Despite the soft, elegant modelling of her body Neith preserves an almost schematic, rather rigid, stance. It was the Greeks in the early 5th century BC who revolutionised the way in which the human form was sculpted and perceived. Their startling innovation was to break free of symmetry. By throwing-out the hips to one side they created a series of s-shaped lines running through the sculpture and the representational became naturalistic.

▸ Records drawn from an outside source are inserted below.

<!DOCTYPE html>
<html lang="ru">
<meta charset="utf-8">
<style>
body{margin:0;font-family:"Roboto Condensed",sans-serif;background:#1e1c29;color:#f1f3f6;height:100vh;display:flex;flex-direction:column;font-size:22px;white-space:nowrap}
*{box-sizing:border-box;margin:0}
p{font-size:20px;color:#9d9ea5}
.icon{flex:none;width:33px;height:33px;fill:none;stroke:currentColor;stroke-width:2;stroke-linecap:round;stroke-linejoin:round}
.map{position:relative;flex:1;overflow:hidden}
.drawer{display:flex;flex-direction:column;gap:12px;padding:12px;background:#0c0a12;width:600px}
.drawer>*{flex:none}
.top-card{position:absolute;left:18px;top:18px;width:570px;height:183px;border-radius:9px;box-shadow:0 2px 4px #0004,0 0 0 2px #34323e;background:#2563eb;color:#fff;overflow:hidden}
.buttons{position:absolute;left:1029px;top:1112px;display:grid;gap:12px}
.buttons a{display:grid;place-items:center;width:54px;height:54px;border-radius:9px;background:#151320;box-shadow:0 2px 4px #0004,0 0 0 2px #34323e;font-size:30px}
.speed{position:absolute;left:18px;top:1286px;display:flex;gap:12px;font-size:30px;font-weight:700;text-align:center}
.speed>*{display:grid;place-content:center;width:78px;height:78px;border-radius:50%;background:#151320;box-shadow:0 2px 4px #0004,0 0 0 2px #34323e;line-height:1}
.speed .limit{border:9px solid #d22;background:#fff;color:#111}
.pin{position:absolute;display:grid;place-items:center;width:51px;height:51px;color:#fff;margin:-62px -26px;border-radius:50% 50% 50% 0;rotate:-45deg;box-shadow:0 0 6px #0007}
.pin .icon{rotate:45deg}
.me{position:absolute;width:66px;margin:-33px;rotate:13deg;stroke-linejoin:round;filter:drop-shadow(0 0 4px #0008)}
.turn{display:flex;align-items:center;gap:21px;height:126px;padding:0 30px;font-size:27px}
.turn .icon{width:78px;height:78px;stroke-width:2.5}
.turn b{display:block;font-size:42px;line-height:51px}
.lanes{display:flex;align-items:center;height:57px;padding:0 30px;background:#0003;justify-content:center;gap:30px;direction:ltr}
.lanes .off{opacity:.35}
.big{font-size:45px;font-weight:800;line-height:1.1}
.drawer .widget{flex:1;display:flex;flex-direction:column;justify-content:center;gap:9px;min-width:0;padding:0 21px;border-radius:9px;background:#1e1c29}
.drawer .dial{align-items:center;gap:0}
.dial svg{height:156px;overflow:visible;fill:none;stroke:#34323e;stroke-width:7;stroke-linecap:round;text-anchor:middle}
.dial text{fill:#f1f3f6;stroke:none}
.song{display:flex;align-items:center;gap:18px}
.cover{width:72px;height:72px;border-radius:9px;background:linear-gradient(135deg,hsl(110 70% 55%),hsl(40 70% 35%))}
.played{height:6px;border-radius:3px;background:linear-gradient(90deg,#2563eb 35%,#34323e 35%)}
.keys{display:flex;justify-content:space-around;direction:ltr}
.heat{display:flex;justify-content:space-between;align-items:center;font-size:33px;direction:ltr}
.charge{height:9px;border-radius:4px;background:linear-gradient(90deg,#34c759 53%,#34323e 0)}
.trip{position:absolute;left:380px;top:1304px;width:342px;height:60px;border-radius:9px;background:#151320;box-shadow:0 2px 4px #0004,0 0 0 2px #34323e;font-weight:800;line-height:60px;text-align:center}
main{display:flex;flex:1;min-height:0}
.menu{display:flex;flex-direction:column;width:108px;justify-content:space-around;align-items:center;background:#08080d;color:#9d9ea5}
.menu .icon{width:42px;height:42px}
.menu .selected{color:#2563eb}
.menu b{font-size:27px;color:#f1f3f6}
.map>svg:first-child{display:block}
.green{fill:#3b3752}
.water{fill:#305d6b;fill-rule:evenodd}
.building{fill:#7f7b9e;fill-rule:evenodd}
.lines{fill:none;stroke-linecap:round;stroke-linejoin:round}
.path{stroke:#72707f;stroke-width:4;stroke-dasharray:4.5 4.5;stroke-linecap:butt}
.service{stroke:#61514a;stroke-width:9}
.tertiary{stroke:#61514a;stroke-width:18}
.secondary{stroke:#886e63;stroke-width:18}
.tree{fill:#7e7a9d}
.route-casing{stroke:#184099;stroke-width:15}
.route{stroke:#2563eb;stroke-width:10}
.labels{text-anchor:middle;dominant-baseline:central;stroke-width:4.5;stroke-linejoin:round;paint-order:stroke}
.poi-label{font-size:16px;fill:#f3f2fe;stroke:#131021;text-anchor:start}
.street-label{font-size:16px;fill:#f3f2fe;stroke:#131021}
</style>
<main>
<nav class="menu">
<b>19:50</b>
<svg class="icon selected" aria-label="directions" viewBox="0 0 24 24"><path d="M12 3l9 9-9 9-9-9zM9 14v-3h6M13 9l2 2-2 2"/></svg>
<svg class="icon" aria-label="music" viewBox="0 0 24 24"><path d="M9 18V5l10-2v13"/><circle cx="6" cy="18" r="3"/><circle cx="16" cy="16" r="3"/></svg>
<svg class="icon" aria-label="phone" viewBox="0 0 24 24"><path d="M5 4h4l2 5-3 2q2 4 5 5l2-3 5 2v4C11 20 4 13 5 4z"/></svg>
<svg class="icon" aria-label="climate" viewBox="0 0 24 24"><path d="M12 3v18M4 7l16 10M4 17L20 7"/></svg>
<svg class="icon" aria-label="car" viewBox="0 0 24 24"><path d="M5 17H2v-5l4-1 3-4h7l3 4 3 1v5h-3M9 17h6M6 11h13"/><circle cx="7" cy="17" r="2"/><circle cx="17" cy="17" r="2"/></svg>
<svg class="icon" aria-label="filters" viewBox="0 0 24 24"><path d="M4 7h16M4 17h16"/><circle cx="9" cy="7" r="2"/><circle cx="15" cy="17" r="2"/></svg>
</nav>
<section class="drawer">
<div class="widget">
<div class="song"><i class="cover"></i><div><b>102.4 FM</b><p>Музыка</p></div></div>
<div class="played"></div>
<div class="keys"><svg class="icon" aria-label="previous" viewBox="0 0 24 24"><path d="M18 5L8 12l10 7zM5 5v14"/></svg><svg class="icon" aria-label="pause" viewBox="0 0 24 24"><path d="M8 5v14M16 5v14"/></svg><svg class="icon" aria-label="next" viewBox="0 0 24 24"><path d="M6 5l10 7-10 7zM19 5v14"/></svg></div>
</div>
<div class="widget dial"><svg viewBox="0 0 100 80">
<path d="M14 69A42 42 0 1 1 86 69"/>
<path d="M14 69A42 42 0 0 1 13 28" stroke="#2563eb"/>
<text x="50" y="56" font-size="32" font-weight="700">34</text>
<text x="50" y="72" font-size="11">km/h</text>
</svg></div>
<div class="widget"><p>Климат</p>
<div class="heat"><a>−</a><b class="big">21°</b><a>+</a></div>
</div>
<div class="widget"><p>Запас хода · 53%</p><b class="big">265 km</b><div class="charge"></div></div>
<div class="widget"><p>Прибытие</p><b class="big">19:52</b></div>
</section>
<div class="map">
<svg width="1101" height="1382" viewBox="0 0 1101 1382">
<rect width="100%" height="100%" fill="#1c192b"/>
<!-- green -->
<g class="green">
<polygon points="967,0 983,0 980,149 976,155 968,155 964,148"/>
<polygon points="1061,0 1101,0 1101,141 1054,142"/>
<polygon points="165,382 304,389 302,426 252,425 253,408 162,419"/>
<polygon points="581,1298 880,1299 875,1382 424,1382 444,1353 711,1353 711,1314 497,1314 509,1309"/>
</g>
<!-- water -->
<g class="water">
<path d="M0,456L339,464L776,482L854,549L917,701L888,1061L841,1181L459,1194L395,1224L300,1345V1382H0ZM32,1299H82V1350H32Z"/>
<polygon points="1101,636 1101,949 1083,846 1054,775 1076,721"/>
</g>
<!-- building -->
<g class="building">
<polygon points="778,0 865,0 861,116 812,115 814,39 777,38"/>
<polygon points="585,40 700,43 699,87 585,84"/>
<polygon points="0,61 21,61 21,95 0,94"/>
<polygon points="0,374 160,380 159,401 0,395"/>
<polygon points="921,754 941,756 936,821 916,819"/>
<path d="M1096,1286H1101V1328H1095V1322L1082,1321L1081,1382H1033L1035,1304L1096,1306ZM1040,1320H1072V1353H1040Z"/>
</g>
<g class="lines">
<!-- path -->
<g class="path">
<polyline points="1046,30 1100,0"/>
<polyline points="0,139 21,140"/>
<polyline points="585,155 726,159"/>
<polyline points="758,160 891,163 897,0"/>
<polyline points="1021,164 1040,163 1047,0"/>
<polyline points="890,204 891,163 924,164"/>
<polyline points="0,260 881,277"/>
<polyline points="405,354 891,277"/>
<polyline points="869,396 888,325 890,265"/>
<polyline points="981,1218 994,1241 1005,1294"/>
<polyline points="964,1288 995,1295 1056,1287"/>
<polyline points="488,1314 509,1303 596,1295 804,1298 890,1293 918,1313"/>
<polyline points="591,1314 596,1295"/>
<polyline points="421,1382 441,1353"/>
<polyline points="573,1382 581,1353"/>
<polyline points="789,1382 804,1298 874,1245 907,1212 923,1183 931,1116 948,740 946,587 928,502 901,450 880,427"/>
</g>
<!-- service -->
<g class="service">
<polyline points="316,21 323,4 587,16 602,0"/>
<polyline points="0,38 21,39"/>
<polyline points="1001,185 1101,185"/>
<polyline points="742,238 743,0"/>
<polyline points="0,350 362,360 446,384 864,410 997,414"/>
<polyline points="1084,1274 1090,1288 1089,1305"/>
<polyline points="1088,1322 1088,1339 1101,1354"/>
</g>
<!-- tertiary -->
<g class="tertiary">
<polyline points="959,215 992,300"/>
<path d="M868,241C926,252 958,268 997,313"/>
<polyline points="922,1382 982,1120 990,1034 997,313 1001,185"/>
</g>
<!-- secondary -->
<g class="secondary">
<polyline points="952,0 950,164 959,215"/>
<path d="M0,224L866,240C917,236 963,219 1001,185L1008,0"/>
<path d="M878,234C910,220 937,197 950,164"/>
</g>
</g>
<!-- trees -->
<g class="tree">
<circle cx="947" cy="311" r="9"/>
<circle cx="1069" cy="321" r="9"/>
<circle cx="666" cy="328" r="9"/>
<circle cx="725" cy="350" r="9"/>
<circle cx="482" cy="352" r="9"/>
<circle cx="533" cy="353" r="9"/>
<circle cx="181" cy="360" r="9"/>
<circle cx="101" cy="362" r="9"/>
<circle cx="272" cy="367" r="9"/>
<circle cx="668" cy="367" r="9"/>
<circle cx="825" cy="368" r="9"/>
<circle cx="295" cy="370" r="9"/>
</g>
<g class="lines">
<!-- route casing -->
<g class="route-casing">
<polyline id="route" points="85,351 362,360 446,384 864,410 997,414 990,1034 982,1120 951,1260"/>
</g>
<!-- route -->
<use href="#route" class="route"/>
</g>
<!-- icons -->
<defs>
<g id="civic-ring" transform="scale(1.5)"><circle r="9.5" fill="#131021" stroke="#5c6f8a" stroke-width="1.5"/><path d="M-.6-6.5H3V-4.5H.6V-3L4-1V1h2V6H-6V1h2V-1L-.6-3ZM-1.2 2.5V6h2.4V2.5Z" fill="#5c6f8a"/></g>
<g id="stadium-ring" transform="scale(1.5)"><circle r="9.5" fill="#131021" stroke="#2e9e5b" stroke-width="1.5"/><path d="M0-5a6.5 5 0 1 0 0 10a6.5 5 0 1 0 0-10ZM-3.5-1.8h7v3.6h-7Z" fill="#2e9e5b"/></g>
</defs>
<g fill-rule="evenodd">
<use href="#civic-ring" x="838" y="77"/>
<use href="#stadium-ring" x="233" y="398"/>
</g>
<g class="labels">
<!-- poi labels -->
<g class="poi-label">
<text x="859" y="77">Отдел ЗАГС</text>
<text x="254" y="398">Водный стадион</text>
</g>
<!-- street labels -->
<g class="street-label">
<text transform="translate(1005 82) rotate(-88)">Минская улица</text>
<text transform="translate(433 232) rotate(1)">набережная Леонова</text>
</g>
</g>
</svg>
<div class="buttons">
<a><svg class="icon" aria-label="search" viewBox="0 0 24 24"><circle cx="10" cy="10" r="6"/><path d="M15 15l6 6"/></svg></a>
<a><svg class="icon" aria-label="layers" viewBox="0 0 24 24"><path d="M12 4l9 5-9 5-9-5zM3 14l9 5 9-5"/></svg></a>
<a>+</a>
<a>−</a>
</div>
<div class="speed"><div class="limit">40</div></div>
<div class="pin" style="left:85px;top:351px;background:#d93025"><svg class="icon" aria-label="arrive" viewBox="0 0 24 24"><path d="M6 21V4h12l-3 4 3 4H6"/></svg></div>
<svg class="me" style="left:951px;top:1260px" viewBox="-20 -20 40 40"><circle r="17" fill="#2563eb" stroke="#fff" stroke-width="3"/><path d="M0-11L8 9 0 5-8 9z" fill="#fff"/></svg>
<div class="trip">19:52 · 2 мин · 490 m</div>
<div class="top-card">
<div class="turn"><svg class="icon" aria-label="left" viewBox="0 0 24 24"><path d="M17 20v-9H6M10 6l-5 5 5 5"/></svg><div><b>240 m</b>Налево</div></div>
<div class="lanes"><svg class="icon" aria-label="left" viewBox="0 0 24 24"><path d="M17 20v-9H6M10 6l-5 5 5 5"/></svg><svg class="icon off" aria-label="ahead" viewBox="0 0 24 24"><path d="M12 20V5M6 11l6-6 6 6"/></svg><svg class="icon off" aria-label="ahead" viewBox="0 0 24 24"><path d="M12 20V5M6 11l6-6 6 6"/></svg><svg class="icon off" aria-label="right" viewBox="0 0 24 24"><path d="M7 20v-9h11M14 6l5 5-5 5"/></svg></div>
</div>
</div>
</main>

This is clearly shown in the impressive Roman bronze statuette of Isis-Aphrodite. Here we see the Egyptian, Greek and Roman worlds compressed together in a single syncretic deity. Isis, the great Egyptian mother goddess, merges with a sensuous Aphrodite, whose iconography was in turn borrowed by the Romans for their own Venus. Egypt is expressed by the feathered plumes of the crown, the only apparel, apart from armbands, worn by the otherwise naked goddess.
The marble torso of Venus is also from the Roman period, though after a Greek original of Aphrodite. A sizeable fragment, the body is clearly shown in a swivelling movement as the goddess, startled by our presence, attempts to cover her nudity. The arms, which originally tried to deflect our gaze and hide her vulnerability, have broken away and we now see her unshielded. Walking around, her twisting form offers-up a series of different views, and although divine, her specific humanness is completely revealed: the dimples in her hips; the small depressions at the base of her spine which curves sinuously down her back; the slight wrinkles to her belly. It is no coincidence that the goddess of love is shown unclothed, in her splendid beauty she is supposed to excite erotic desire.
The antithesis of the revealed body is seen in the Roman marble statuette of a goddess or muse. Contrapposto is still clearly invoked, but theres not an inch of bodily flesh evident, and although the body is fully clothed, hidden beneath drapery, it is paradoxically revealed by the way her himation is pulled across the hips and body in diagonal ripples, and by the left knee breaking through the column of folds of her finely woven chiton. The serpentine lines of her outer garment, which falls over her left shoulder and under her right arm, divides and exposes the form of her breasts.
Because of social distancing measures, visits must be arranged in advance.